Permitidme, pues, amigos internautas, que os pida vuestra oración y vuestro recuerdo por mí, por los míos y por ella. Y permitidme que concluya estas líneas condolidas, con una crónica, con una necrológica, con un obituario, que es también un desahogo, en donde periodista, sacerdote e hijo se aúnan. Me entenderéis, si os digo, que hoy ni puedo, ni en el fondo quiero, escribir de otra cosa, aunque estas líneas estén escritas con jirones del alma y regadas con las mejores lágrimas del corazón:
“El 23 de diciembre de 2014, en el Hospital Universitario de Guadalajara, falleció Milagros Muela Melguizo. Había nacido en Sigüenza el 15 de marzo de 1927. Viuda desde el 29 de enero de 1993 de Emilio de las Heras Gallego, fue madre de cinco hijos y abuela de nueve nietos.
Su funeral–con más de medio centenar de sacerdotes concelebrantes y varios cientos de fieles- fue en la iglesia parroquial de San Pedro de Sigüenza, en la tarde del 24 de diciembre de 2014. El martes 30 de diciembre, a las 18 horas, el arzobispo de Sevilla, amigo íntimo de la familia, ofició un funeral en la iglesia conventual de las Clarisas de Sigüenza, y el martes 20 de enero, a las 19:30 horas, el colegio Cristo de Rey de Madrid, (Avenida de San Luis, 29), del que uno de sus hijos es capellán, acoge otro funeral. Es posible que haya otro funeral en Guadalajara, en fecha y templo todavía por determinar.
Esta sería la crónica, el obituario preciso e informativo de esta muerte.
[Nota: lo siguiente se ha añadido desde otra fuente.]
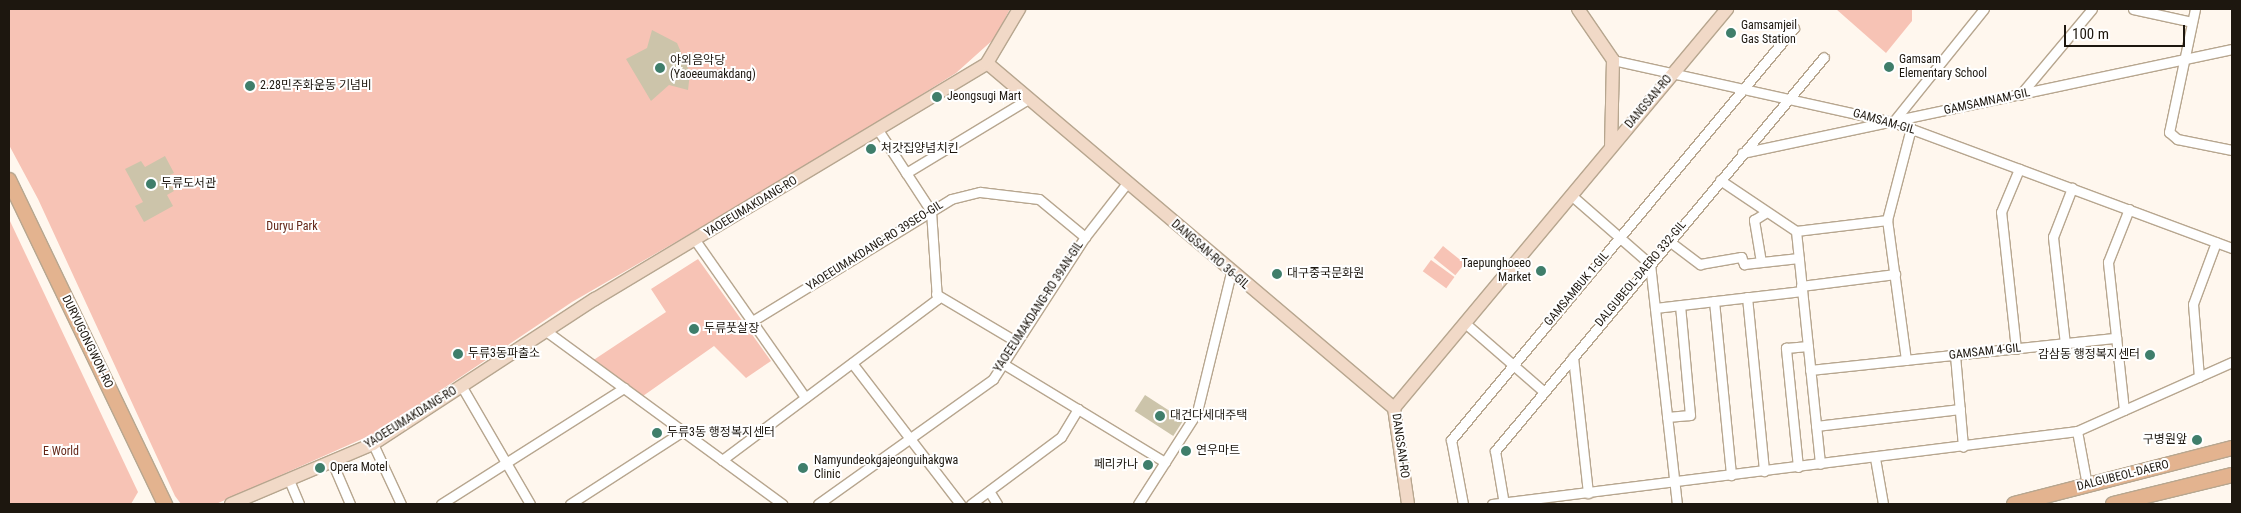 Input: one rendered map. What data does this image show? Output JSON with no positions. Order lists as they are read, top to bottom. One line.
{"streets":{"main road":["DANGSAN-RO","YAOEEUMAKDANG-RO","DANGSAN-RO 36-GIL","DURYUGONGWON-RO","DALGUBEOL-DAERO"],"street":["GAMSAMNAM-GIL","GAMSAM-GIL","YAOEEUMAKDANG-RO 39SEO-GIL","DALGUBEOL-DAERO 332-GIL","GAMSAMBUK 1-GIL","YAOEEUMAKDANG-RO 39AN-GIL","GAMSAM 4-GIL"]},"crossings":[["DANGSAN-RO","GAMSAM-GIL"],["DANGSAN-RO","DANGSAN-RO 36-GIL"],["GAMSAMNAM-GIL","GAMSAM-GIL"],["GAMSAMNAM-GIL","DALGUBEOL-DAERO 332-GIL"],["GAMSAM-GIL","DALGUBEOL-DAERO 332-GIL"],["GAMSAM-GIL","GAMSAMBUK 1-GIL"],["YAOEEUMAKDANG-RO","DANGSAN-RO 36-GIL"],["YAOEEUMAKDANG-RO 39SEO-GIL","YAOEEUMAKDANG-RO 39AN-GIL"],["DANGSAN-RO 36-GIL","YAOEEUMAKDANG-RO 39AN-GIL"]],"parks":["Duryu Park","E World"],"places":["Gamsamjeil Gas Station","Gamsam Elementary School","야외음악당 (Yaoeeumakdang)","2.28민주화운동 기념비","Jeongsugi Mart","처갓집양념치킨","두류도서관","Taepunghoeeo Market","대구중국문화원","두류풋살장","두류3동파출소","감삼동 행정복지센터","대건다세대주택","두류3동 행정복지센터","구병원앞","연우마트","페리카나","Opera Motel","Namyundeokgajeonguihakgwa Clinic"],"scale_bar":"100 m"}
Como las de la muerte de tantas y tantas personas, muertes incluso en Navidad... Pero quien escribe estas líneas, necesita decir también una palabra más, una palabra condolida hasta lo más profundo del alma, y también, hasta lo más profundo del alma, agradecida y esperanzada. Estoy, amigos lectores, hablando de mi madre, y hablar de una madre –más si cabe, y con perdón, la madre de un cura secular- en pasado, es un desgarro que lacera.
Milagros Muela fue una persona normal y, sobre todo, buena. Como tantas otras. Y como otras –incluso también en Navidad- se marchó, tras dejar un reguero de amor, de ternura, de entrega, de fidelidad, de sencillez, de sensatez y de normalidad. Yo creo que fue una maravillosa esposa, madre, abuela y amiga. ¡Qué voy a decir yo, verdad! Pero creo que es verdad lo que digo. Y disculpad, amigos lectores, si pensáis que me estoy pasando…
Si su vida, desde que nació, fue un milagro (de ahí su nombre) y milagro fueron otros acontecimientos de su vida luminosa), este milagro, desde la fe y desde el amor, creo que volverá a ser realidad, aunque ya no esté entre nosotros. Es el milagro de su memoria agradecida, alentadora y emocionada, y, sobre todo, el milagro que desde el cielo me seguirá queriendo, cuidando y guiando todavía aún más. ¡Gracias, Señor, por la creaste!”